- Born: June 4, 1947 Tunis, Tunisia
- Died: June 23, 2009 (aged 62) Paris, France
- Monuments: Square Saint-Bernard - Saïd-Bouziri [fr] square in Paris
- Citizenship: Tunisian
- Occupation(s): Activist, accountant, bookstore owner
- Known for: Human rights and immigrant rights activism
- Title: Knight of the National Order of Merit (1 December 1994)
- Spouse: Faouzia Bouziri

= Saïd Bouziri =

Tunisian human rights activist (1947–2009)

Saïd Bouziri (June 4, 1947, in Tunis – June 23, 2009, in Paris), accountant by profession, was a human rights activist who was involved in several struggles related to immigration.

== Biography ==
The eldest of a family of merchants, Saïd Bouziri moved to France in 1966 as part of his studies. He studied in Lyon then in Paris. He joined a Maoist group for a while but quickly became convinced that immigrants should retain their political sovereignty and therefore found their own structures. This is what pushed him, in the context of the Six Day War of 1967 and May 68 to participate in the founding of the Palestine Committee which will become the Arab Workers' Movement in 1973. He also founded the Committee for the Defense of life and rights of immigrant workers.

In 1972, as part of the Marcellin-Fontanet circular, an expulsion order targeted him, as well as his wife, because of his activities. He then started a hunger strike to assert his rights which had a great impact. He was supported by various personalities including Jean-Paul Sartre, Claude Mauriac and Michel Foucault.

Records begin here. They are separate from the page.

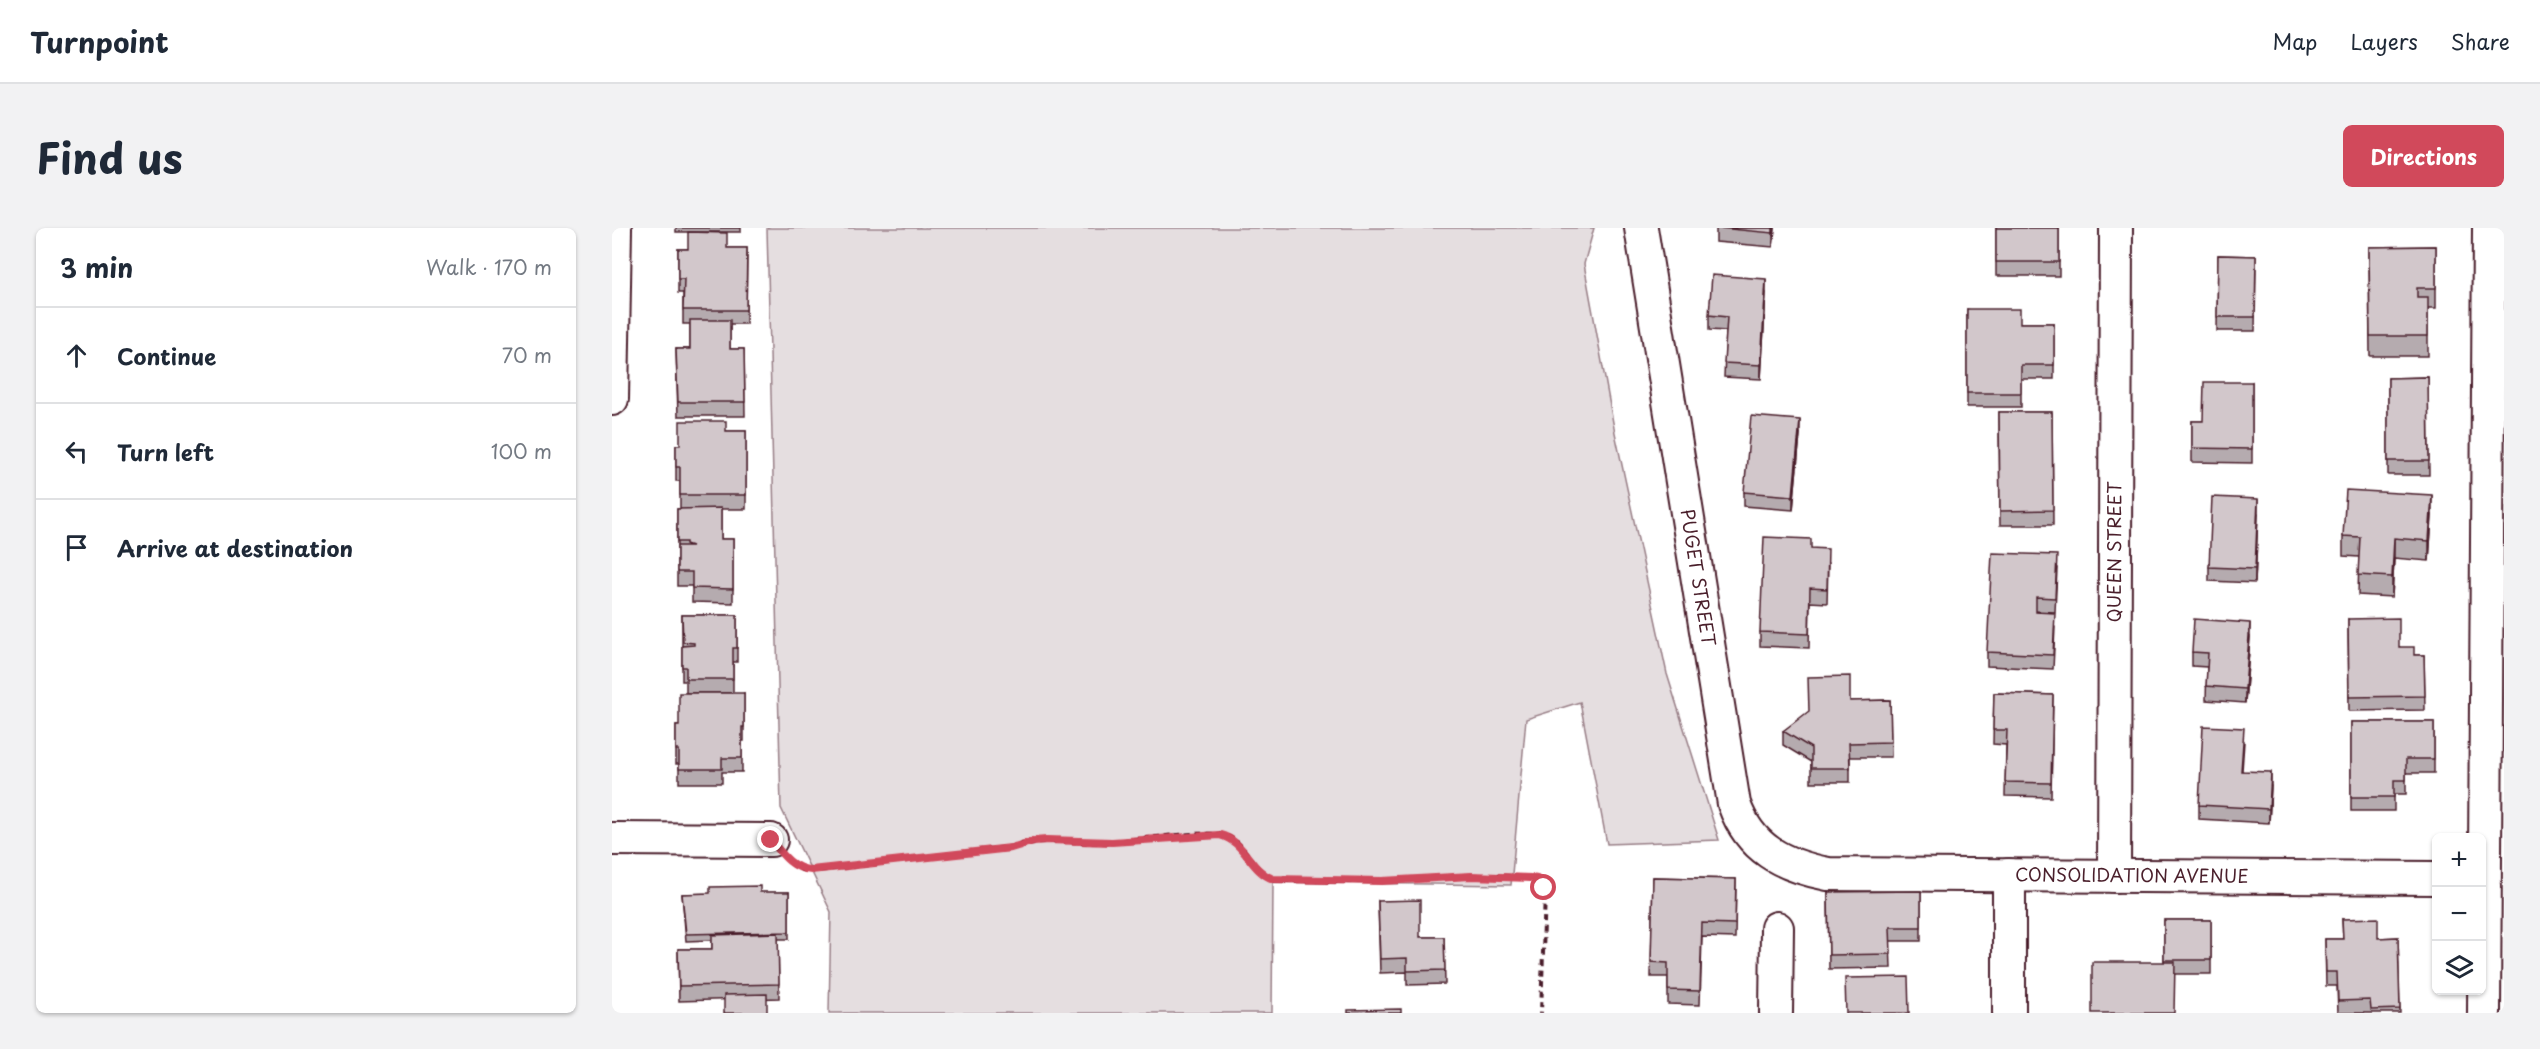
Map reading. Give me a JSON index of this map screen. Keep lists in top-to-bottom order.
{
  "streets": {
    "street": ["QUEEN STREET", "PUGET STREET", "CONSOLIDATION AVENUE"]
  },
  "crossings": [
    ["QUEEN STREET", "CONSOLIDATION AVENUE"],
    ["PUGET STREET", "CONSOLIDATION AVENUE"]
  ],
  "page": {
    "header": "Turnpoint",
    "nav": ["Map", "Layers", "Share"],
    "title": "Find us",
    "buttons": "Directions",
    "heading": ["3 min", "Walk · 170 m"],
    "list": [
      ["Continue", "70 m"],
      ["Turn left", "100 m"],
      "Arrive at destination"
    ],
    "map_buttons": ["+", "−"]
  }
}
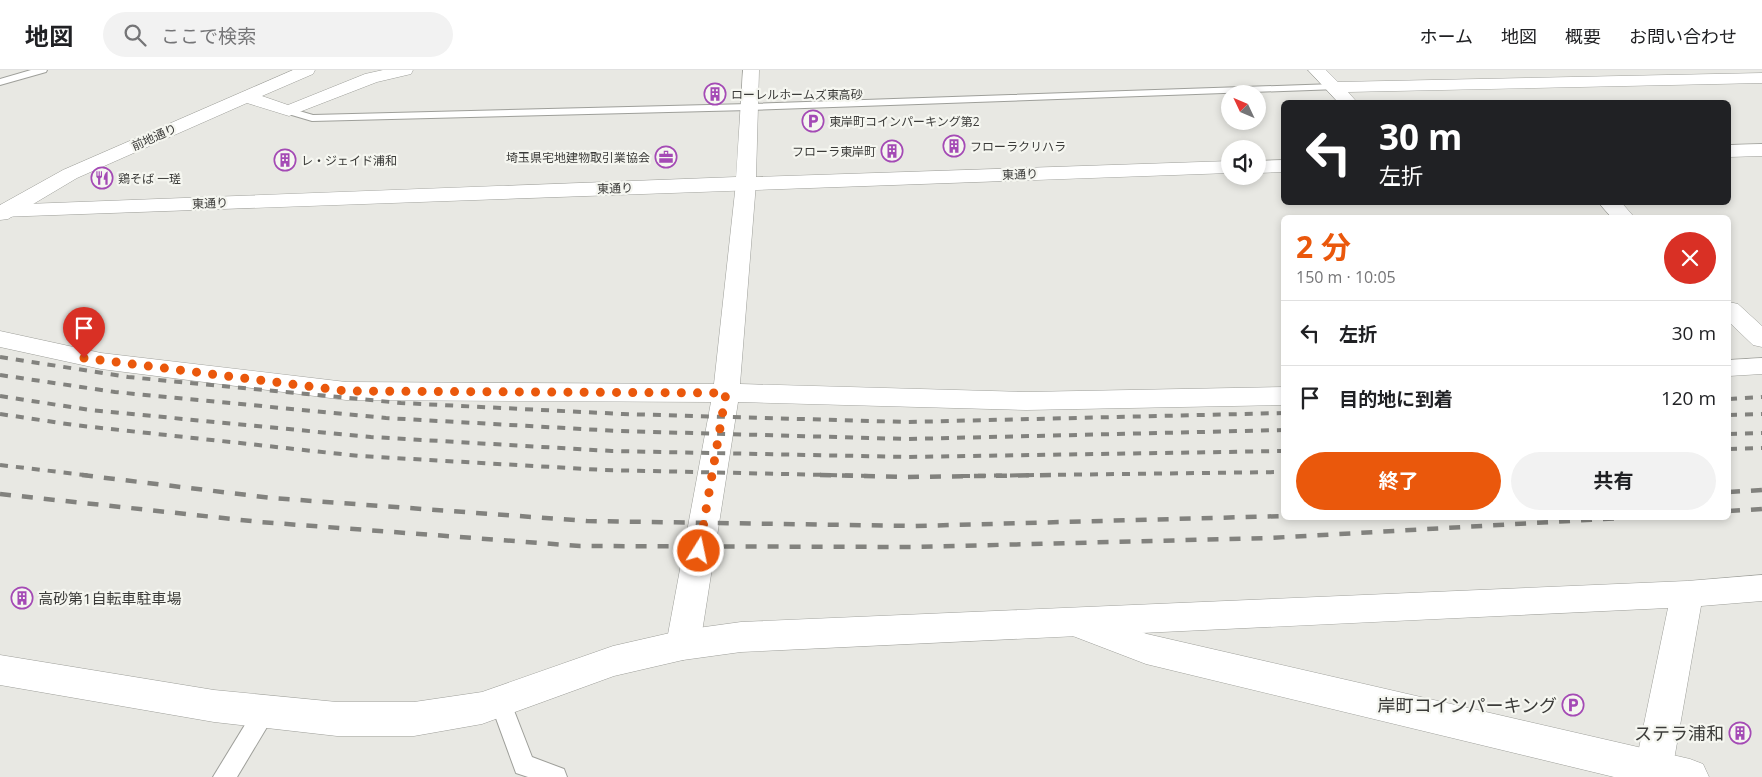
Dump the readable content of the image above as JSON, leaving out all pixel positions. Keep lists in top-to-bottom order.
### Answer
{
  "streets": {
    "street": ["前地通り", "東通り"]
  },
  "crossings": [
    ["前地通り", "東通り"]
  ],
  "places": {
    "building": [
      "ローレルホームズ東高砂",
      "フローラクリハラ",
      "フローラ東岸町",
      "レ・ジェイド浦和",
      "高砂第1自転車駐車場",
      "ステラ浦和"
    ],
    "parking": ["東岸町コインパーキング第2", "岸町コインパーキング"],
    "office": ["埼玉県宅地建物取引業協会"],
    "restaurant": ["鶏そば 一瑳"]
  },
  "north": "top left",
  "page": {
    "header": "地図",
    "search": "ここで検索",
    "nav": [
      "ホーム",
      "地図",
      "概要",
      "お問い合わせ"
    ],
    "turn": ["30 m", "左折"],
    "heading": ["2 分", "150 m · 10:05"],
    "list": [
      {
        "name": "左折",
        "value": "30 m"
      },
      {
        "name": "目的地に到着",
        "value": "120 m"
      }
    ],
    "buttons": ["終了", "共有"]
  }
}
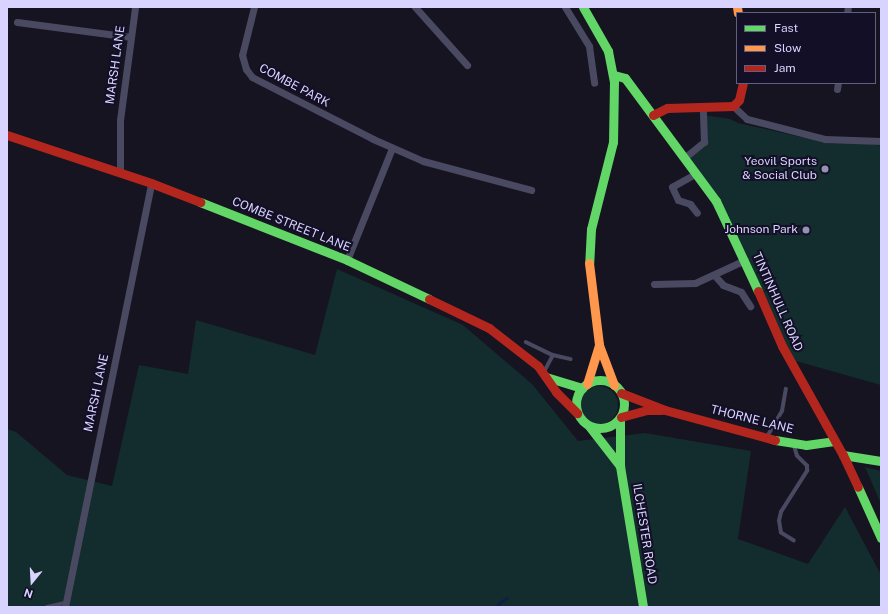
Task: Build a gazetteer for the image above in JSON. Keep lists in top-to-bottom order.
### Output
{
  "streets": {
    "main road": [
      "COMBE STREET LANE",
      "TINTINHULL ROAD",
      "THORNE LANE",
      "ILCHESTER ROAD"
    ],
    "street": ["MARSH LANE", "COMBE PARK"]
  },
  "crossings": [
    ["MARSH LANE", "COMBE STREET LANE"],
    ["COMBE STREET LANE", "THORNE LANE"],
    ["COMBE STREET LANE", "ILCHESTER ROAD"],
    ["TINTINHULL ROAD", "THORNE LANE"],
    ["THORNE LANE", "ILCHESTER ROAD"]
  ],
  "places": ["Yeovil Sports & Social Club", "Johnson Park"],
  "legend": ["Fast", "Slow", "Jam"],
  "north": "bottom"
}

A demonstration of support brought together more than 2,000 people and ended up winning the case.

Anchored in the Goutte-d'Or district, he founded a socio-cultural center on Stephenson Street and the activist radio station Radio Soleil Goutte d'Or in 1981. He participated in several movements for the defense of undocumented migrants.

Following the movement he participated in the organization of the March for Equality and Against Racism in 1983. Together with Driss el-Yazami, he created the Génériques association with for the purpose of preserving the history of immigration. He was also the national treasurer of Human Rights League (France) -LDH, for founding a structure in order to allow foreigners to vote in local elections.

A street square in Pariswas named after him in honor of his human rights accomplishments.